Le ven. 12 déc. 2025, 19:15, Aaron Parecki <[email protected]> a écrit :

> > It looks to me like this is breaking the HTTP semantics by somehow
> splitting the resource identification between the request target and the
> Redirect-Query request header.
>
> The point is that OAuth's use of query string parameters is *not* resource
> identification. Arguably OAuth should never have overloaded the usage of
> query strings in the first place, but obviously that was the only way to
> make things work.
>

The problem is less resource identification (really, seeing
/callback?code=xxx&state=xxx you can describe what it represents: the
application state for some code and state, which will likely be a redirect
or an error) than using GET for something that's *meant* to have
side-effects (getting it once changes its state forever).
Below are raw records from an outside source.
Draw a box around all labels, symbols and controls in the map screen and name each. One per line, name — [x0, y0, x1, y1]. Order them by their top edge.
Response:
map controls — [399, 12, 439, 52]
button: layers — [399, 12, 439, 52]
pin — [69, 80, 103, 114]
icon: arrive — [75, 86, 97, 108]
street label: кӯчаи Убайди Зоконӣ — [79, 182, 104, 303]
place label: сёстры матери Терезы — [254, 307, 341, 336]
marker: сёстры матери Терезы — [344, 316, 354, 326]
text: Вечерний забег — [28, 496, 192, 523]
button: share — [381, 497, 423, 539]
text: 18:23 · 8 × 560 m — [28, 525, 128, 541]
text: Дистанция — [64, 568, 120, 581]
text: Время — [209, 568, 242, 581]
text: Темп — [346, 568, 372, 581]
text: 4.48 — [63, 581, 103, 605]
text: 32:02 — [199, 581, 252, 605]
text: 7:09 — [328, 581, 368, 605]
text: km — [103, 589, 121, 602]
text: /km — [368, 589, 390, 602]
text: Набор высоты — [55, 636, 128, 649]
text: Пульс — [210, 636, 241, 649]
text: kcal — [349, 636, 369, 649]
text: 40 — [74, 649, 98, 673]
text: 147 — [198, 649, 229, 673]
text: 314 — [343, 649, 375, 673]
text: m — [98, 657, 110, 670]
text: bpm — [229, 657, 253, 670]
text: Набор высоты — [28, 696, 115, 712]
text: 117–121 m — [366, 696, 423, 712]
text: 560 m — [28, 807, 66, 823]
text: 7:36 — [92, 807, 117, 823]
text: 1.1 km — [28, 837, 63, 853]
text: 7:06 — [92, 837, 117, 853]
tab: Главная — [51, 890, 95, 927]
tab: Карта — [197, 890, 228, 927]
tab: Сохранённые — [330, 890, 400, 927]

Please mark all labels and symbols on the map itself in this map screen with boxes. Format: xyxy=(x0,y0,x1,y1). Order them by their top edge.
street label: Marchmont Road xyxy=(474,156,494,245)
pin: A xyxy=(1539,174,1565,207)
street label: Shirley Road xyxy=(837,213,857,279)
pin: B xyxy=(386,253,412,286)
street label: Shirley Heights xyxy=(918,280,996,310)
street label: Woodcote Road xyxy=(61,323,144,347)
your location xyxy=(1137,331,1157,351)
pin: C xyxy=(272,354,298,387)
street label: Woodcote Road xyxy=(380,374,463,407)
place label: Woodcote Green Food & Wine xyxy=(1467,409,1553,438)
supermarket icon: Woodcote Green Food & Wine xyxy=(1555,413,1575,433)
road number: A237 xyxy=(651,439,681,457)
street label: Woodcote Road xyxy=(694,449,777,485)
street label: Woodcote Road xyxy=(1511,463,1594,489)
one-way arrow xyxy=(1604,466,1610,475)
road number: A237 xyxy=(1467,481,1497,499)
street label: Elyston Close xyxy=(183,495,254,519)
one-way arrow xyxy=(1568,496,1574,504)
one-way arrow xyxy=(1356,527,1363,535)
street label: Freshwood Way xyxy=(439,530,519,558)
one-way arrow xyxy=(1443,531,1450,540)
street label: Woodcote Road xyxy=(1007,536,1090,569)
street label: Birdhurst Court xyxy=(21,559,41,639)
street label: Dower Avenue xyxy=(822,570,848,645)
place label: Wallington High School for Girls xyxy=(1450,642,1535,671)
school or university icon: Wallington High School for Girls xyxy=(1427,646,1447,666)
But we're heading
towards "theoretical purity" territory and it's generally a waste if time.

The main difference is that OAuth used what was available (and within the
limits of what was usable in a browser) and didn't try to invent something
new (like that Request-Query header and its attached behaviors), which is a
whole different story with way more implications.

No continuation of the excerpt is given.